=== Problem ===
Locate the word "CETSHWAYO" in the material, then show every line that holds it.

[Data shown — start]

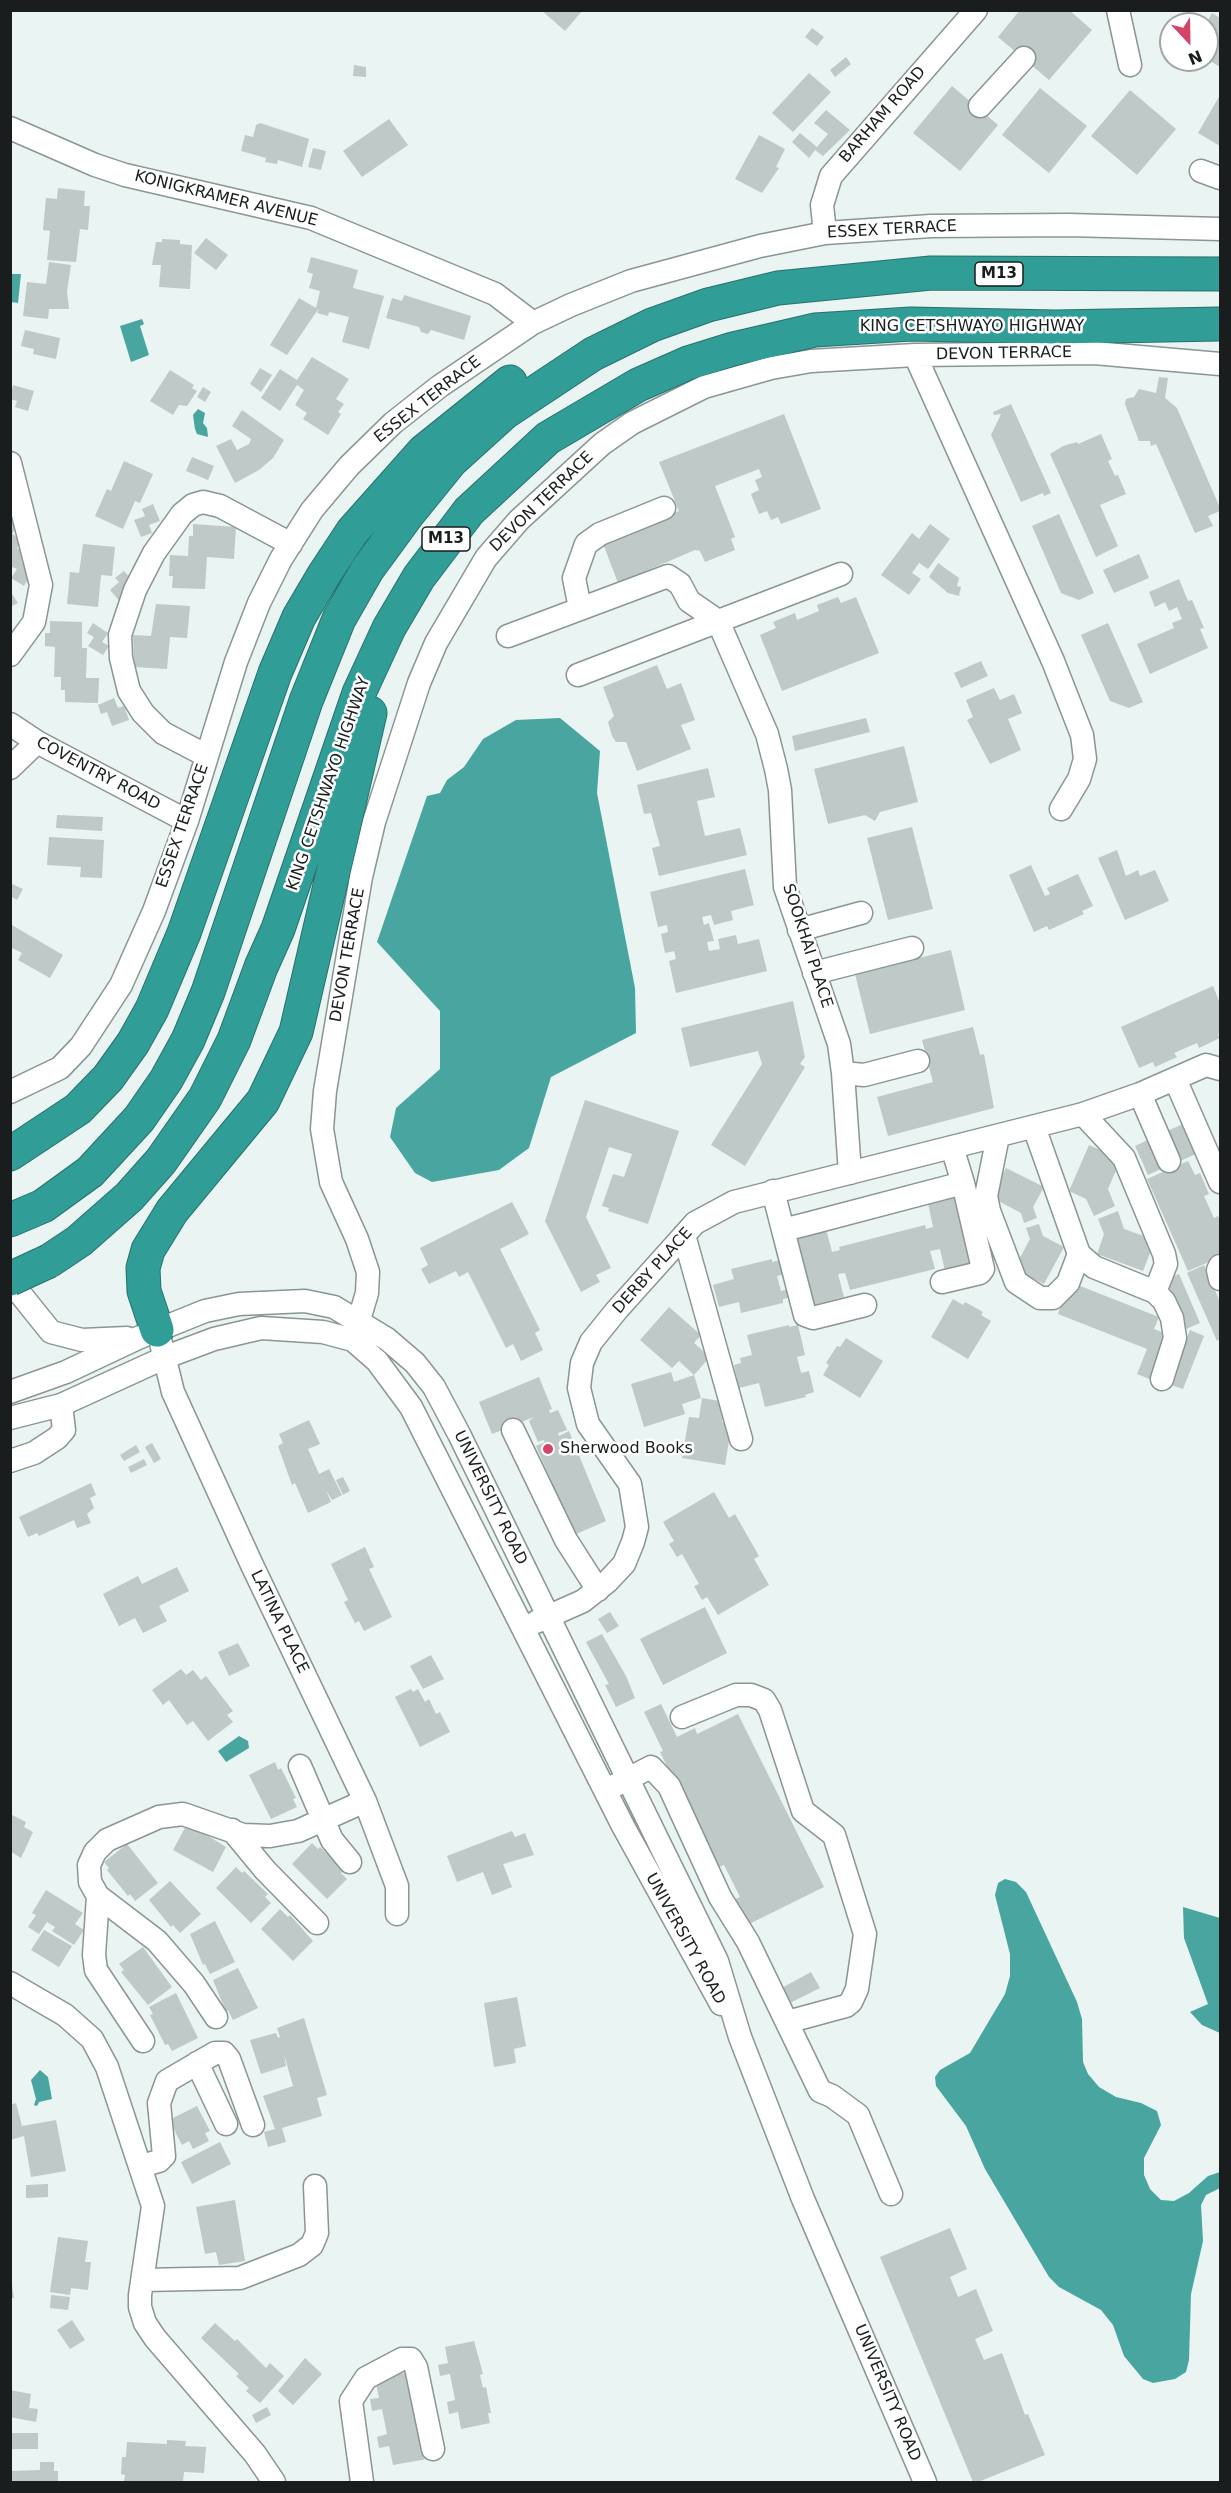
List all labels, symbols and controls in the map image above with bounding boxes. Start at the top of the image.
north arrow [1159,12,1219,72]
text: N [1185,46,1205,69]
street label: BARHAM ROAD [836,63,930,167]
street label: KONIGKRAMER AVENUE [132,167,320,231]
street label: ESSEX TERRACE [827,217,957,243]
road number: M13 [975,262,1023,286]
street label: KING CETSHWAYO HIGHWAY [860,317,1084,337]
street label: DEVON TERRACE [936,343,1072,365]
street label: ESSEX TERRACE [371,352,485,448]
street label: DEVON TERRACE [486,448,598,556]
road number: M13 [422,527,470,551]
street label: KING CETSHWAYO HIGHWAY [283,675,375,893]
street label: COVENTRY ROAD [33,733,163,815]
street label: ESSEX TERRACE [153,761,213,891]
street label: SOOKHAI PLACE [778,881,836,1011]
street label: DEVON TERRACE [327,886,369,1024]
street label: DERBY PLACE [609,1224,697,1318]
street label: UNIVERSITY ROAD [449,1428,531,1568]
place label: Sherwood Books [560,1439,693,1459]
marker: Sherwood Books [541,1442,555,1456]
street label: LATINA PLACE [246,1567,312,1677]
street label: UNIVERSITY ROAD [641,1870,729,2008]
street label: UNIVERSITY ROAD [849,2322,925,2464]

[Data shown — finish]

=== Answer to this problem ===
street label: KING CETSHWAYO HIGHWAY [860,317,1084,337]
street label: KING CETSHWAYO HIGHWAY [283,675,375,893]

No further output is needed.